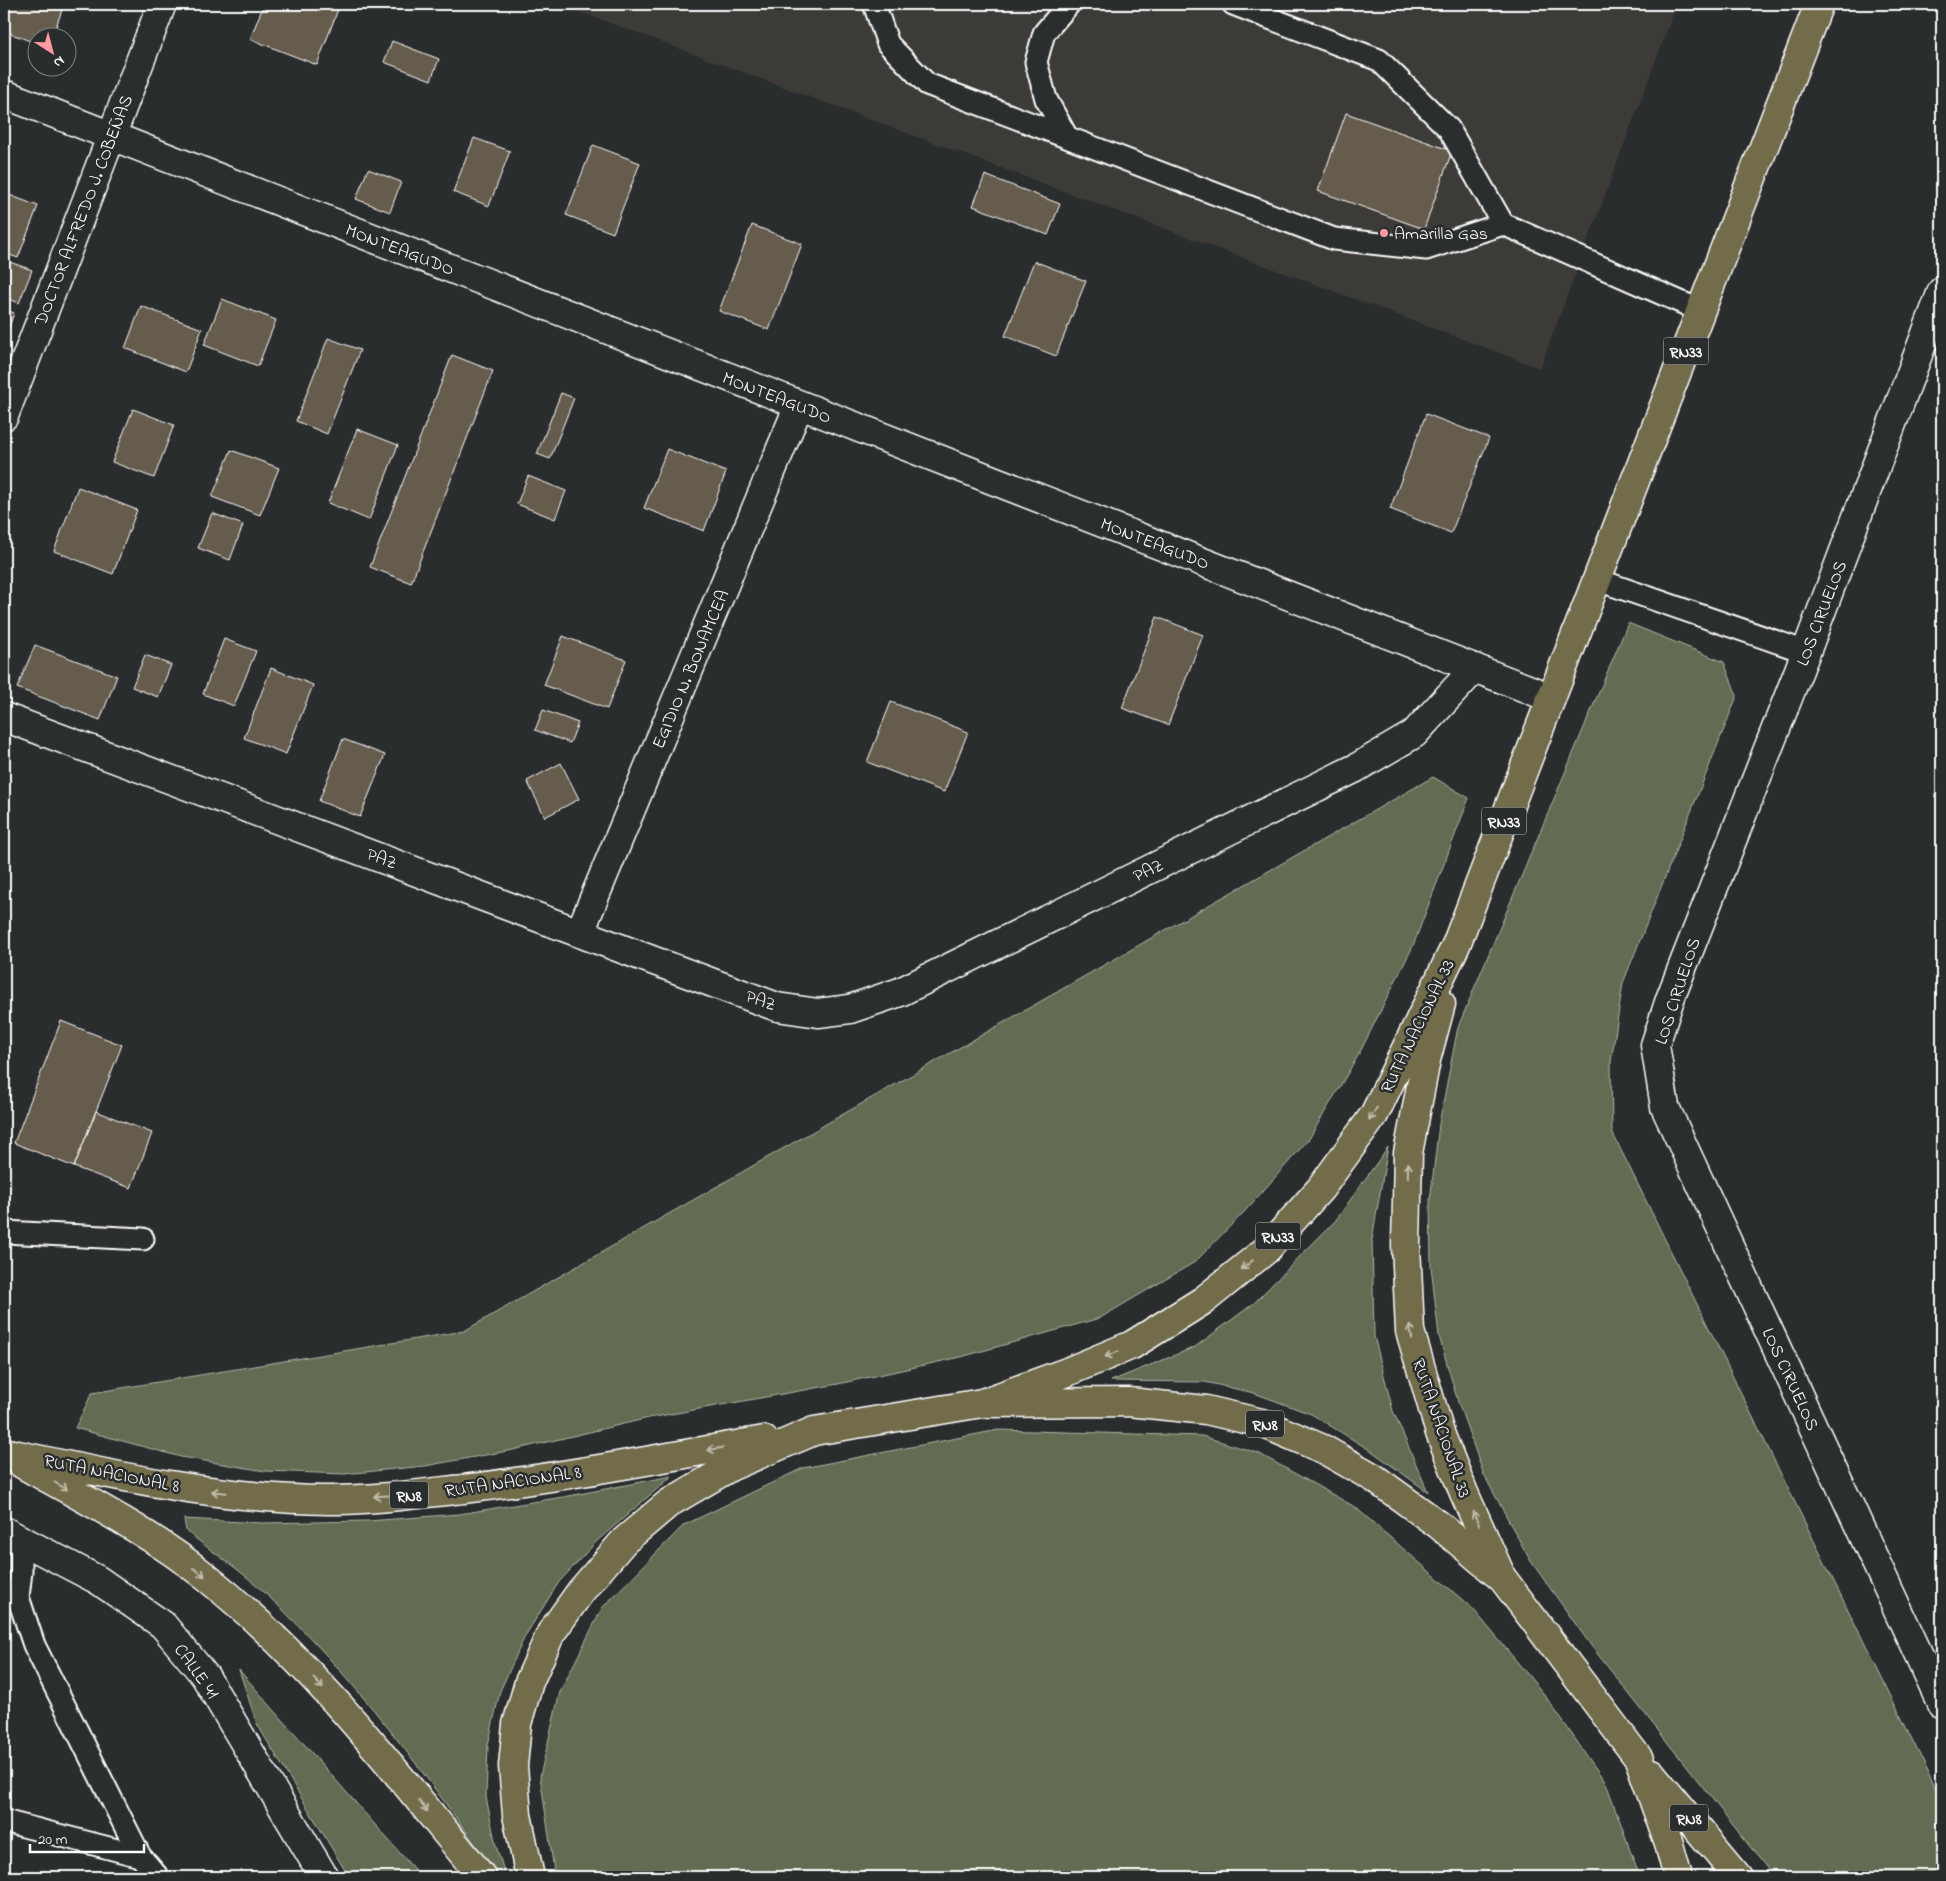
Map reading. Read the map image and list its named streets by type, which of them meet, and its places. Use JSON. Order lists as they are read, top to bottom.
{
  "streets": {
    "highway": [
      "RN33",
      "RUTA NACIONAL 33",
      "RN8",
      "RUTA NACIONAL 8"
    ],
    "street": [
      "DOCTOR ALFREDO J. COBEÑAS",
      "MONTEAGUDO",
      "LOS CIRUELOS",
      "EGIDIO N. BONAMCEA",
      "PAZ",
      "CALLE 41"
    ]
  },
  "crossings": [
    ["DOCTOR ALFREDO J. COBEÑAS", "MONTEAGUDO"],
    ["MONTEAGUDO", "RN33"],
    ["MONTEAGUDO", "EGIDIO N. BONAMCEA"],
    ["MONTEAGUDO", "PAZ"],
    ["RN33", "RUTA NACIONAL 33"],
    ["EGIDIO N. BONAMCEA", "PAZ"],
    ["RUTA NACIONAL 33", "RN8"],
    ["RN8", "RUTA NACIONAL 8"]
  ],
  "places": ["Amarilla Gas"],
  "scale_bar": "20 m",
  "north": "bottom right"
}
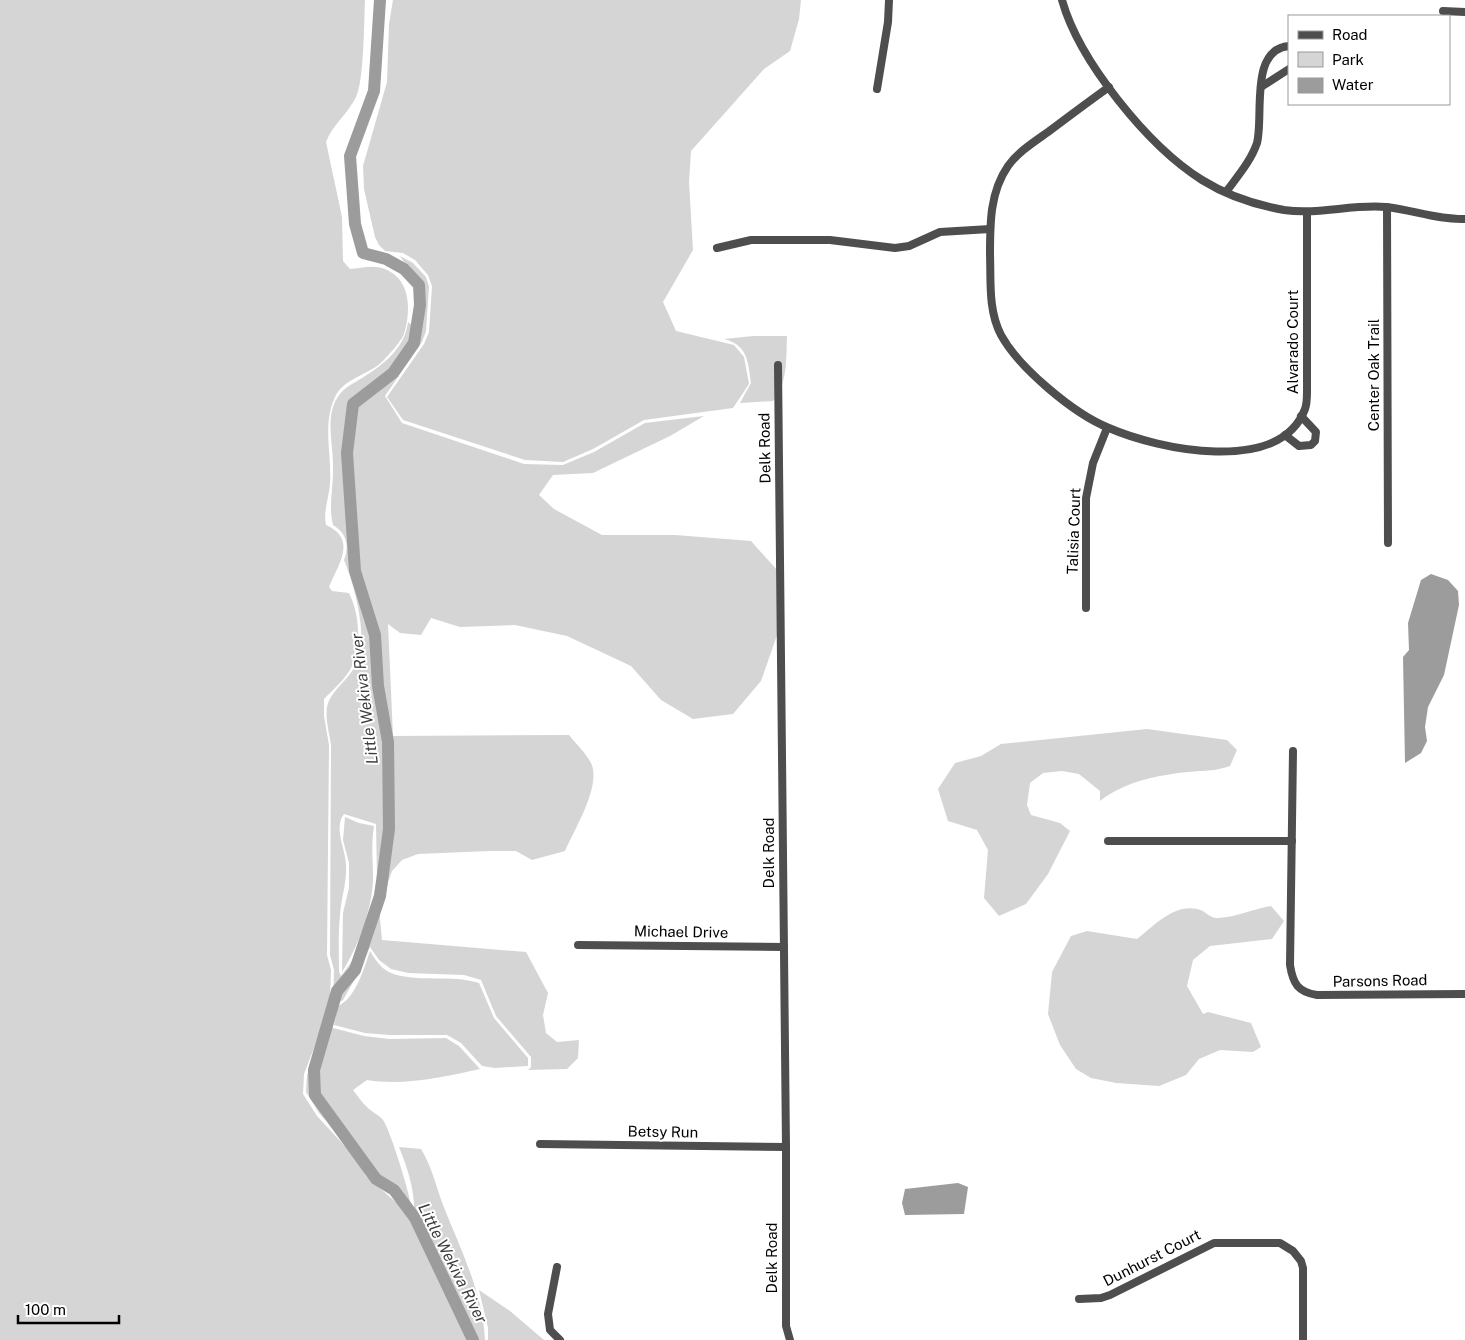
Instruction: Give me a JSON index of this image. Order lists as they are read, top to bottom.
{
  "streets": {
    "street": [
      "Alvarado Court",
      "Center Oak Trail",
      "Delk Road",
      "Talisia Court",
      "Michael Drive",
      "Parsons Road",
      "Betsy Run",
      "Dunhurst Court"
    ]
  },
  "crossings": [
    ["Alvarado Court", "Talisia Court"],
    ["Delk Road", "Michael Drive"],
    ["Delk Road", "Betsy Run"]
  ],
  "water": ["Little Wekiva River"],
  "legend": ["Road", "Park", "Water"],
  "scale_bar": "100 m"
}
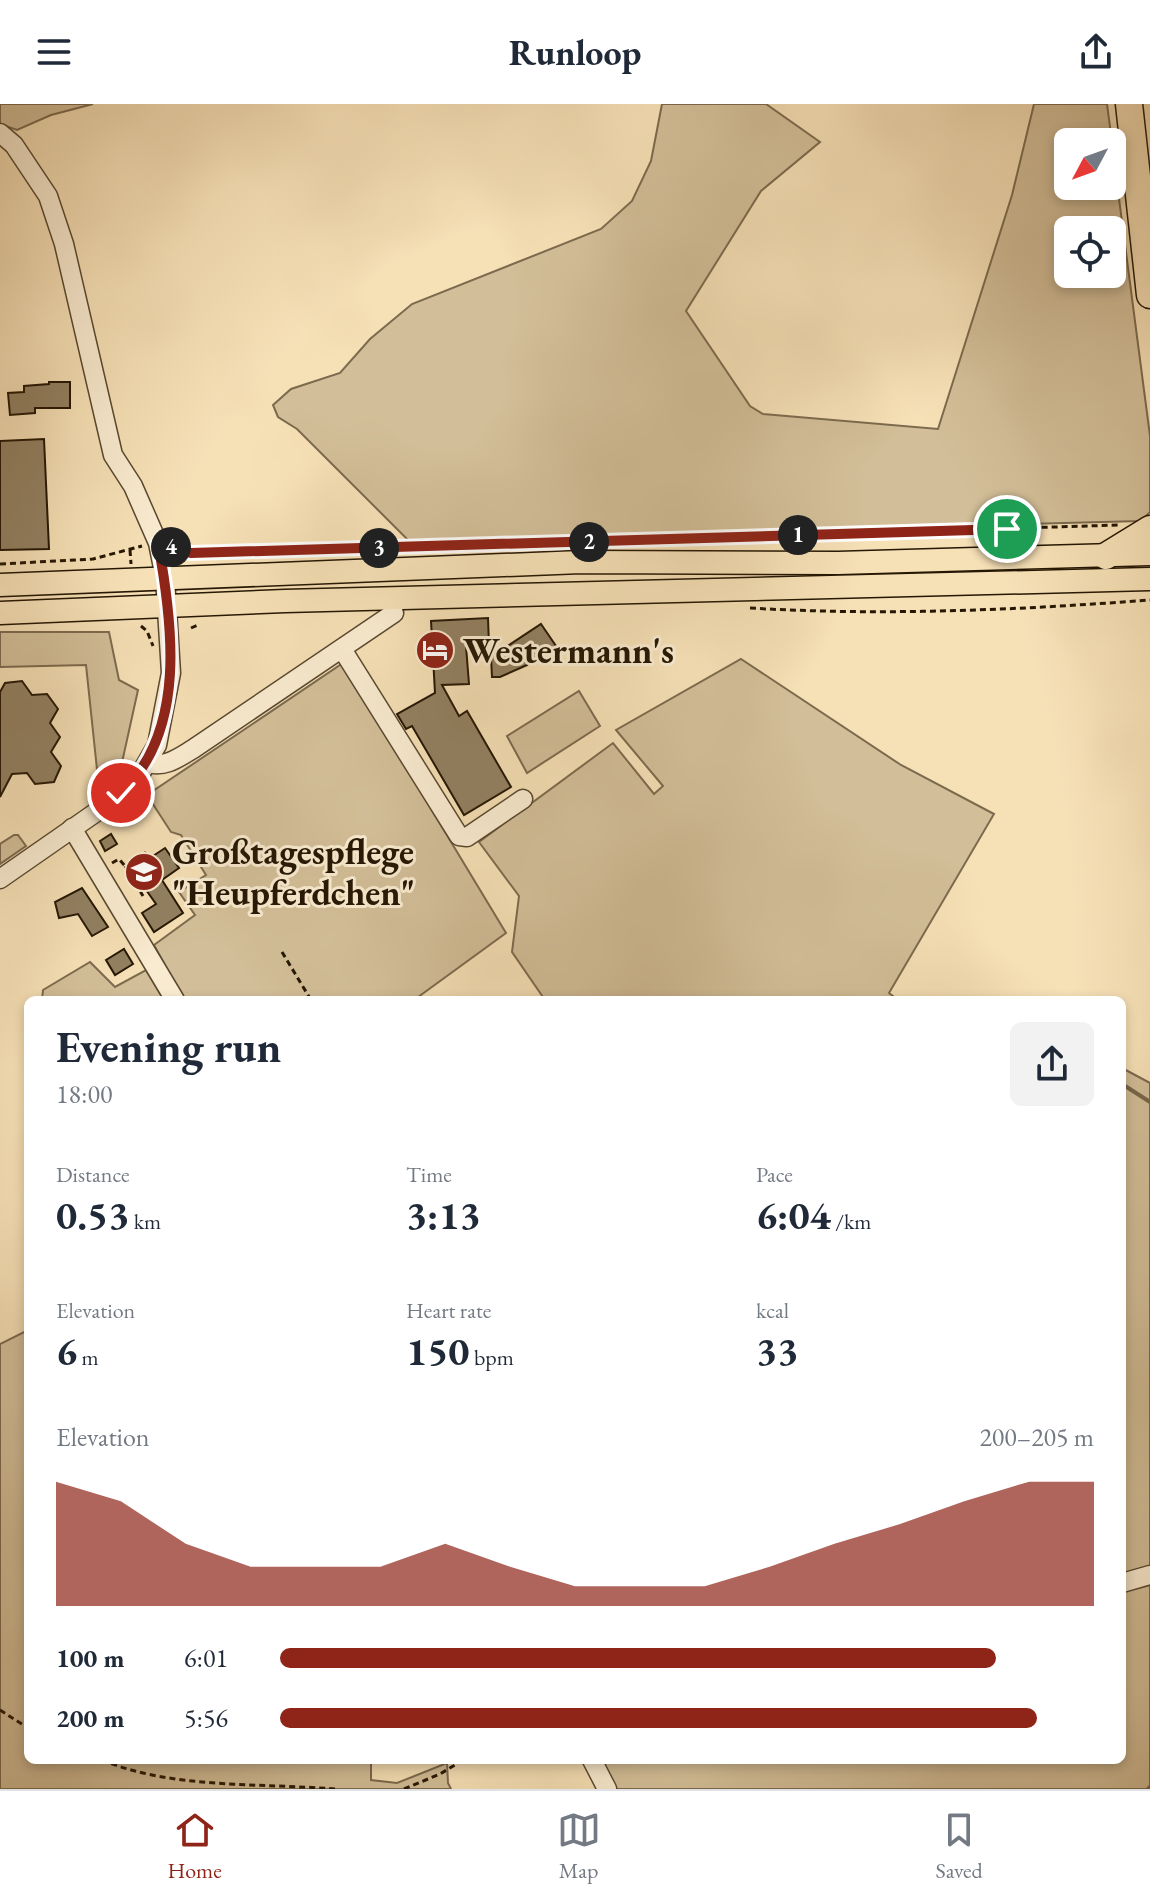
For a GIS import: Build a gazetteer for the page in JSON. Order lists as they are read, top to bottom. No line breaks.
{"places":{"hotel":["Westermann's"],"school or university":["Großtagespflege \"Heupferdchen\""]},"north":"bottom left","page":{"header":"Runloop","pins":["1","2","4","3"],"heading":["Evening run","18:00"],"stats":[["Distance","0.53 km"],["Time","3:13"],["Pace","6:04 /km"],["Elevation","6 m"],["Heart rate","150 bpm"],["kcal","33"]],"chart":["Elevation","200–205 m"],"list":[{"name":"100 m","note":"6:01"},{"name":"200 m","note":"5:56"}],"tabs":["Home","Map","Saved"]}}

◆ INSTRUCTIONS TO FOLLOW
Starting with the line that contains "Instruction: Give me" and ending with the last line of the data above, transcribe exactly those lines and no others, without pictures.

◆ EXERCISE RESPONSE
Instruction: Give me a JSON index of this image. Order lists as they are read, top to bottom.
{
  "streets": {
    "street": [
      "Alvarado Court",
      "Center Oak Trail",
      "Delk Road",
      "Talisia Court",
      "Michael Drive",
      "Parsons Road",
      "Betsy Run",
      "Dunhurst Court"
    ]
  },
  "crossings": [
    ["Alvarado Court", "Talisia Court"],
    ["Delk Road", "Michael Drive"],
    ["Delk Road", "Betsy Run"]
  ],
  "water": ["Little Wekiva River"],
  "legend": ["Road", "Park", "Water"],
  "scale_bar": "100 m"
}
For a GIS import: Build a gazetteer for the page in JSON. Order lists as they are read, top to bottom. No line breaks.
{"places":{"hotel":["Westermann's"],"school or university":["Großtagespflege \"Heupferdchen\""]},"north":"bottom left","page":{"header":"Runloop","pins":["1","2","4","3"],"heading":["Evening run","18:00"],"stats":[["Distance","0.53 km"],["Time","3:13"],["Pace","6:04 /km"],["Elevation","6 m"],["Heart rate","150 bpm"],["kcal","33"]],"chart":["Elevation","200–205 m"],"list":[{"name":"100 m","note":"6:01"},{"name":"200 m","note":"5:56"}],"tabs":["Home","Map","Saved"]}}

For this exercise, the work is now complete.